Information shown:

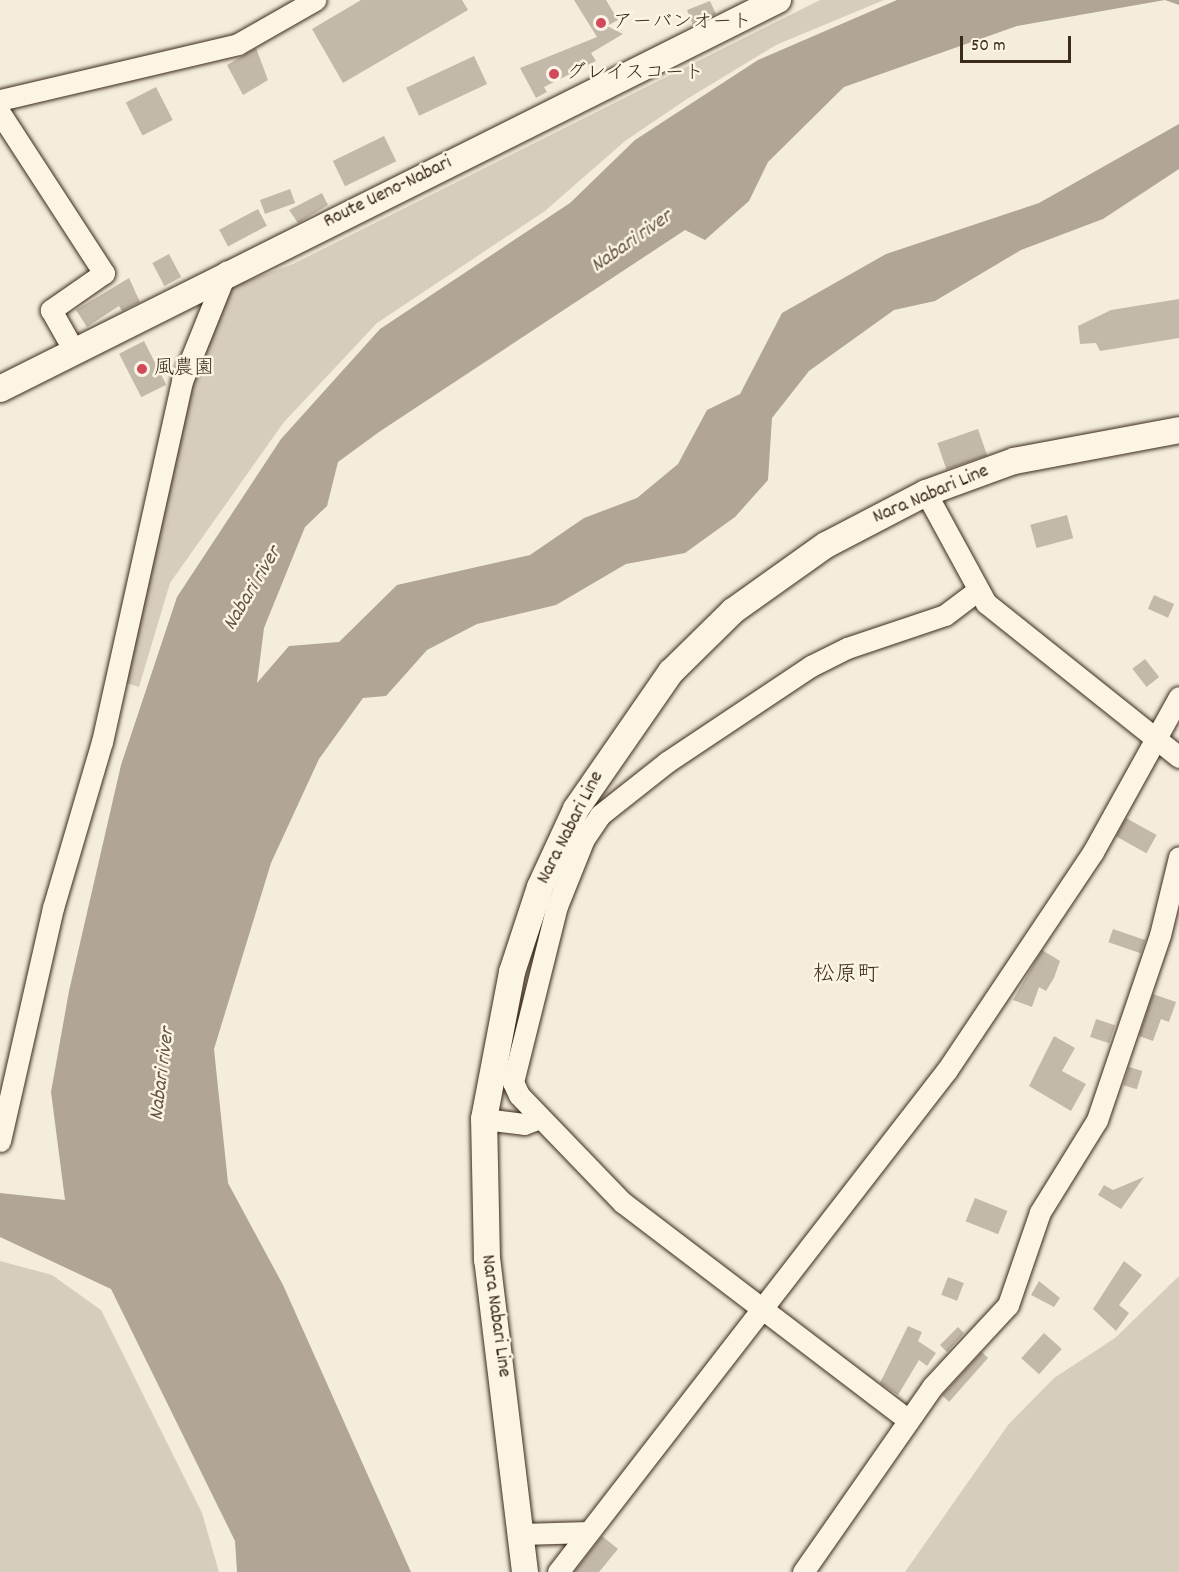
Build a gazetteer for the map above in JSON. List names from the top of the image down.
{
  "streets": {
    "main road": ["Route Ueno-Nabari", "Nara Nabari Line"]
  },
  "districts": ["松原町"],
  "water": ["Nabari river"],
  "places": ["アーバンオート", "グレイスコート", "風農園"],
  "scale_bar": "50 m"
}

Your assignment: Could you reproduce every entry exactly, leaving out the pictures?

Response area:
Build a gazetteer for the map above in JSON. List names from the top of the image down.
{
  "streets": {
    "main road": ["Route Ueno-Nabari", "Nara Nabari Line"]
  },
  "districts": ["松原町"],
  "water": ["Nabari river"],
  "places": ["アーバンオート", "グレイスコート", "風農園"],
  "scale_bar": "50 m"
}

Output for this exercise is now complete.